One week into the 5 week Radiotherapy treatment and things seem to be quite steady and going well. My Dad has his final Chemo tomorrow and then it will be left to the Radiotherapy to do its part in the battle to hold back the Cancer as much as possible. A battle which should run until October 28th subject to no complications in the meantime.
The Doctors at Xativa hospital (where he has had his Chemo) have said how good a patient he has been. Not sure if this is down to his “style of humour”, general appreciation of women nurses or perhaps the fact as we haven’t been fully conversant with them it has also meant we have not been able to complain, as quite often the Spanish do. Either way he has a gold star from them.
One of the other good things so far is that side effects are being kept at bay and so least if they do start he will already be quite some way into the treatment schedule so should be able to see it out no problems.
I guess one of the most important things at this stage is that once the treatment is done we now have a bit more of an idea as to what to expect going forward. We now know that my Dad will have a further CT Scan on 4th December which will be to assess just how things truly look, with the appointment to discuss the results to be held 10 days later; this will also be used to scan his brain. Lung Cancer can often be found to spread to other areas of the body including the brain as well as the bone tissue and chest. The scan is designed to arm the doctors with as much information as possible to best help my Dad.
The thing is though, this particular Cancer is unbeatable. I’m not saying this to be morbid or downbeat, I’m just being 100% honest. The Chemo and Radiotherapy are designed to do their best in beating the cancer back and making it as small and easy to live with as possible. The problem being that it started very aggressively and grew in next to no time.
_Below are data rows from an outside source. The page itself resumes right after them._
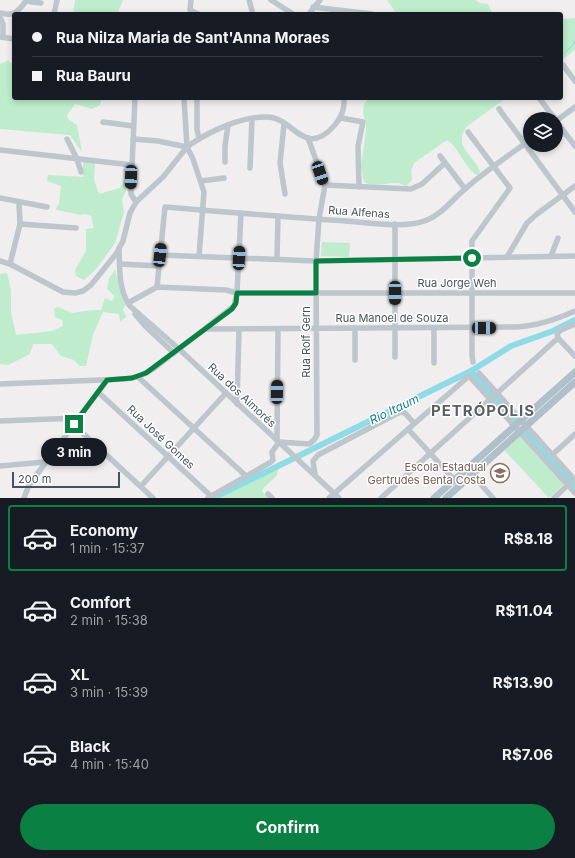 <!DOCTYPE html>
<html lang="en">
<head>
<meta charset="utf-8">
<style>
	body { margin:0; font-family:Inter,sans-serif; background:#20242c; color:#f1f3f6; height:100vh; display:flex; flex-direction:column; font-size:15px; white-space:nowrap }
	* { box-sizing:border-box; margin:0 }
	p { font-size:13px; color:#9ea1a6 }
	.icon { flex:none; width:22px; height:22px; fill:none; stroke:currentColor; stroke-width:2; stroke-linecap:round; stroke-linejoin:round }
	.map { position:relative; height:498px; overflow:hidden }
	.drawer { display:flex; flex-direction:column; background:#171b24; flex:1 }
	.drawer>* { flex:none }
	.banner { position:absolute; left:12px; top:12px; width:551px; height:88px; border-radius:4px; box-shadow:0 2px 6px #0003; display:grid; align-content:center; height:88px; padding:0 20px; background:#171b24 }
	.tools { position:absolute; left:523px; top:112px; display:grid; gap:8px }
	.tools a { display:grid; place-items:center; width:40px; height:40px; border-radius:50%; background:#171b24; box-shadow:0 2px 6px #0003; font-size:20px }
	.scale { position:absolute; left:12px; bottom:10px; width:108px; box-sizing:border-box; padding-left:4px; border:2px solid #47535a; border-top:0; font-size:11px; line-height:14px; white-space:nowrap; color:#47535a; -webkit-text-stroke:3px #fff; paint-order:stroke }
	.end { position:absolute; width:18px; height:18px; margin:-9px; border:5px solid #0b8043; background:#fff; box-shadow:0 0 0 2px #fff }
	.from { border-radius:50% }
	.bubble { position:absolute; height:28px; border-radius:14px; background:#171b24; box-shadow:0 2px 6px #0003; font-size:13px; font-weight:700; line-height:28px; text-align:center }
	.car { position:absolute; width:12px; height:24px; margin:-12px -6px; border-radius:5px; box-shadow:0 0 3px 1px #0007; background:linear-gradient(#222 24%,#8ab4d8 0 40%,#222 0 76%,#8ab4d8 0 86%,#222 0) }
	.banner b { display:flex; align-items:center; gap:14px; height:38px; font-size:15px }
	.banner b+b { border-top:1px solid #363941 }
	.banner i { width:10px; height:10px; background:#f1f3f6 }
	ul { padding:7px 0 0; list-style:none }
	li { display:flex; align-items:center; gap:12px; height:66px; margin:0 8px 6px; padding:0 12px; border:2px solid transparent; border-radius:4px }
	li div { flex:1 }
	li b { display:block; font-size:15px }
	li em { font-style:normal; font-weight:700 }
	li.selected { border-color:#0b8043 }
	li>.icon { width:36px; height:36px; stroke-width:1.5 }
	.action { display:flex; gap:8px; margin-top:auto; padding:8px 20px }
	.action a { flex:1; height:46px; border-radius:24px; background:#0b8043; color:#fff; font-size:16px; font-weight:700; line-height:46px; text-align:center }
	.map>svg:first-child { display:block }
</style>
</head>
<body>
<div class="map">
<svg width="575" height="498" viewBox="0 0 575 498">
	<rect width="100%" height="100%" fill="#f0eeee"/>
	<g fill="#beeccc">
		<polygon points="75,0 123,0 117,14 73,14"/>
		<polygon points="387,0 475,0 480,3 488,4 493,14 395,14 395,11"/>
		<polygon points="575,18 575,50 561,60 561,19"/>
		<polygon points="8,60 10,63 14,63 14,98 102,98 100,105 92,109 75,104 67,115 68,119 77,125 82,152 70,135 0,129 0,63 1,64"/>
		<path d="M368,98h138l-40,29 -4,8v9l4,7 11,14 3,7 -3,3c-14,-8 -16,-26 -30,-35l-33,23 -3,8 1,9 -6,6c-3,-1 -6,-3 -9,-3 -12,-1 -21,5 -33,-1l-3,-16 5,-35v-9l-3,-8 1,-9z"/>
		<polygon points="83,161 95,162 94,180 99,194 120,188 124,180 130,181 122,199 124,212 115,243 97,268 84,280 76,276 75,270 86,251 86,229 94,228 91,216 85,214 81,215 57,210 56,208 59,204 61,186 47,181 48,175 83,177"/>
		<polygon points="322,242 350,243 349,257 321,256"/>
		<polygon points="115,270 125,305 123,310 126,317 120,322 119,314 103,312 93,335 86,366 80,366 74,360 61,356 52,344 33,344 30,354 8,365 0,364 0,274 7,273 11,290 11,312 16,335 52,331 63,326 62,320 55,317 54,309 58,307 72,313 93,310 101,310 105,298 112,301 115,296 107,289 109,278"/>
		<polygon points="519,436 522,436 564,484 549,498 504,450"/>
		<path d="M278,469l-1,6c-4,5 -13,11 -15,16l6,7h-50l14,-8z"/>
	</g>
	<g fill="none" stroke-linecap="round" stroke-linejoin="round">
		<polyline stroke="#8edbe6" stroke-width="1" points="561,56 571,47 575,40"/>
		<g stroke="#8edbe6" stroke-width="6">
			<polyline points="471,371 516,421"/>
			<polyline points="525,431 575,487"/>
			<polyline points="213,498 471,371 511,346 553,331 575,320"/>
		</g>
		<g stroke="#bdc6cc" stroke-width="5.5">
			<polyline points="191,0 190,10 198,14"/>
			<polyline points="249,0 253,14"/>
			<polyline points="271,0 293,14"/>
			<polyline points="313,7 372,14"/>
			<path d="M0,13c15,4 18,-2 26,-12l15,2"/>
			<polyline points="54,14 57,0"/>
			<polyline points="309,14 320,0"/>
			<polyline points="0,17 3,24 3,37"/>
			<polyline points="0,37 14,39"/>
			<polyline points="563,65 575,81"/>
			<polyline points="135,98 131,189 131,194 136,202"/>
			<polyline points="184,98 187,147 193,159 204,192 199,256"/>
			<polyline points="539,98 555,119"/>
			<polyline points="197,99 197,129 199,139"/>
			<polyline points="499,109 575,212"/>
			<polyline points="341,118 363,122 358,146 359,187"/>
			<polyline points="556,121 575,146"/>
			<polyline points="556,121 575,107"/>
			<polyline points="103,122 133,126"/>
			<polyline points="284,124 280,163 285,194"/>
			<polyline points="468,132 510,188 472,241 472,355 473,362"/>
			<polyline points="67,139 77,159 81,172"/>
			<polyline points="133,139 158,141 187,147"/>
			<polyline points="0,150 132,165"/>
			<polyline points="440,156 465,189"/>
			<polyline points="225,162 225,146 228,125"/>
			<polyline points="250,168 252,119"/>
			<polyline points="201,181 224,178"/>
			<polyline points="325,185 411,189 422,184 445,163"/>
			<polyline points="0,198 47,207"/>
			<polyline points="20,224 76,228"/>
			<polyline points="395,224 395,357"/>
			<path d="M119,249c1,19 -1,38 10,56"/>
			<polyline points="160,255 316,261 575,256"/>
			<polyline points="551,256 558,238"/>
			<polyline points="507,257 527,223 537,214 575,186"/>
			<polyline points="277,259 278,216"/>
			<path d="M0,261l10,3 53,28 12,1 8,-2 8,-6 25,-31 7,-13 7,-28 6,-11 27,-25 24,-30 4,-3c21,-14 52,-28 77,-27 26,1 36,42 66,9 8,-9 11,-17 10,-28"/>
			<polyline points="10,264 20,224 19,203"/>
			<polyline points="120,264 159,266"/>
			<path d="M157,287l8,-80c60,5 121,10 181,14 24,2 59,8 81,-1 16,-7 25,-20 38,-31 20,-18 43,-33 65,-49"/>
			<polyline points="128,303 157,287 226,290 237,293 575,293"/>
			<polyline points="131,307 179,349 339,498"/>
			<polyline points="135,314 146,327 174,353"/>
			<polyline points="355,328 355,360"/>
			<polyline points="434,328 434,363"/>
			<path d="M206,329l310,-2c21,-1 39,-7 59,-16"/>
			<polyline points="558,338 575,356"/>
			<polyline points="558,338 557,333 561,330 575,324"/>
			<polyline points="479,373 575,480"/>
			<polyline points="138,377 246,476"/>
			<polyline points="0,384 125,379 138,377 153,369 234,306 237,293 241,213"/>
			<polyline points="98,392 211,496"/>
			<polyline points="237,404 239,329"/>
			<polyline points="0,421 78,418"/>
			<polyline points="74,425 153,498"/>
			<polyline points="408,429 460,486"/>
			<polyline points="277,440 278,329"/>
			<polyline points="552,455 575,434"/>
			<polyline points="0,466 45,462"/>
			<polyline points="467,469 493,498"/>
			<polyline points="315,475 313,461 318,455 400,412 405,413 414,423"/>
			<polyline points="141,486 226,393"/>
			<polyline points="268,494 272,498"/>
			<polyline points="24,498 29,485 107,380"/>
			<polyline points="208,498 271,462 273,460 272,452 279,442 309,444 314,440 317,435 316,261 319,219 325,185 308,138"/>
			<polyline points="329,498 469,376 575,493"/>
			<polyline points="381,498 558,338"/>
			<polyline points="554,498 570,483"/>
		</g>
		<g stroke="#afc0cb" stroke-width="7">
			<polyline points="434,498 575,372"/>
			<polyline points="446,498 575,382"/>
		</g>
	</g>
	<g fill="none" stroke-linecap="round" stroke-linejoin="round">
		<polyline stroke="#0b8043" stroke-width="5" points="74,424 107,380 132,378 146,373 232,309 236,303 237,293 316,293 316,261 472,258"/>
	</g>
	<defs>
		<symbol id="school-ring" viewBox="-11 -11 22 22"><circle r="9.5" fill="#fff" stroke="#8d6e63" stroke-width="1.5"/><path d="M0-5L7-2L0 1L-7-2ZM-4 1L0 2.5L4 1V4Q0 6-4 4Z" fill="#8d6e63"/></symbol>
	</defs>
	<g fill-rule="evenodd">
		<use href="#school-ring" x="489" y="462" width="22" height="22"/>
	</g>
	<g text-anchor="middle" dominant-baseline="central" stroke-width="3" stroke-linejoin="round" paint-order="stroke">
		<g font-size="11" fill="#47535a" stroke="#fff">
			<text transform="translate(359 212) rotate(4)">Rua Alfenas</text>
			<text x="457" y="283">Rua Jorge Weh</text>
			<text x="392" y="318">Rua Manoel de Souza</text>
			<text transform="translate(306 342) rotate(-90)">Rua Rolf Gern</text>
			<text transform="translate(242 395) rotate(43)">Rua dos Aimorés</text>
			<text transform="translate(161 437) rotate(43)">Rua José Gomes</text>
		</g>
		<g font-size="11" fill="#785e54" stroke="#fff" text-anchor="end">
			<text x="486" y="467">Escola Estadual<tspan x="486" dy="13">Gertrudes Benta Costa</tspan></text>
		</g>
		<g font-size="12" font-style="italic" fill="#148292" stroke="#fff">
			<text transform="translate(394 409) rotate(-26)">Rio Itaum</text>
		</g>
		<g font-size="15" font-weight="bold" letter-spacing="1" fill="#5b5f62" stroke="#fff">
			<text x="483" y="410">PETRÓPOLIS</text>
		</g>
	</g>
</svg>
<div class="tools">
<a><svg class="icon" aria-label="layers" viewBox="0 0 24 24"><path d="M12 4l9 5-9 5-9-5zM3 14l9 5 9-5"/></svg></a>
</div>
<div class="scale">200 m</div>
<i class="end from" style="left:472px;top:258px"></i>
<i class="end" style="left:74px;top:424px"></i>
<div class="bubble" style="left:41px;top:438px;width:66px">3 min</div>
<i class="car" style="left:320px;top:173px;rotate:161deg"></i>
<i class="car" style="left:131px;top:177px;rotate:182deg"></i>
<i class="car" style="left:160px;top:255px;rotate:6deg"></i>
<i class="car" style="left:239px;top:258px;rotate:3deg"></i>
<i class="car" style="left:395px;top:293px;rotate:180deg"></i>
<i class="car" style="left:484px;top:328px;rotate:90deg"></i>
<i class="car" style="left:277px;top:392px;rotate:1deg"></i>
<div class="banner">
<b><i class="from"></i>Rua Nilza Maria de Sant'Anna Moraes</b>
<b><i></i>Rua Bauru</b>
</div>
</div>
<section class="drawer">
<ul>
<li class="selected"><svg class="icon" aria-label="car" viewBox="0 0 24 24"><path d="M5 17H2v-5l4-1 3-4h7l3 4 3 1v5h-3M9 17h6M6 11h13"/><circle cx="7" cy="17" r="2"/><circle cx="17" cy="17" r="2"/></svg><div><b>Economy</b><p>1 min · 15:37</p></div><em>R$8.18</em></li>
<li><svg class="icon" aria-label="car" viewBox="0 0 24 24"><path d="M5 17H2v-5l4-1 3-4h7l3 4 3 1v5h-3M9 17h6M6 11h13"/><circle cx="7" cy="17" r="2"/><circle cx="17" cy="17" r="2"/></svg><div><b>Comfort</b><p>2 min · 15:38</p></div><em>R$11.04</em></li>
<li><svg class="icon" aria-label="car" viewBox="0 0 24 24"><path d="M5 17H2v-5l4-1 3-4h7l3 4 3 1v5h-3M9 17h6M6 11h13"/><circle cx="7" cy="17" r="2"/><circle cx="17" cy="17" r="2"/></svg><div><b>XL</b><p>3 min · 15:39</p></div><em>R$13.90</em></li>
<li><svg class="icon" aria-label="car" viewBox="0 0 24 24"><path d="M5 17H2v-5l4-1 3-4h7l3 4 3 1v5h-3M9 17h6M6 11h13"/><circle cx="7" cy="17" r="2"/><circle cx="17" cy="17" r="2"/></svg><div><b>Black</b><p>4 min · 15:40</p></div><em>R$7.06</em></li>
</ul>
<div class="action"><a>Confirm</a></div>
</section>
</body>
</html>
The doctors have said that the Cancer will come back and more than likely when it does it will come back even quicker and even more aggressively than the first time.
The silver lining here though is that they have now said that he will be able to undergo more Chemo. A fact that was previously left as something that would not happen despite personally thinking that it should always have been an option. I guess what I am saying is that the Cancer is going nowhere. Fortunately though experience can also build strength and so next time, least we will all be armed with the foresight of perhaps just a few of the signs to look out for. How long this goes on for be it weeks, months or years is now frankly down to my Dads staying power.
One of the best things for them all though is that they can now finally plan a trip to the UK. The treatment has naturally been the most important thing for them but knowing that the Radiotherapy will be complete by the end of October means they can plan a trip to see friends and family – perhaps one of the best courses of treatment all of them could do with right now.
As ever they all appreciate your support as do I.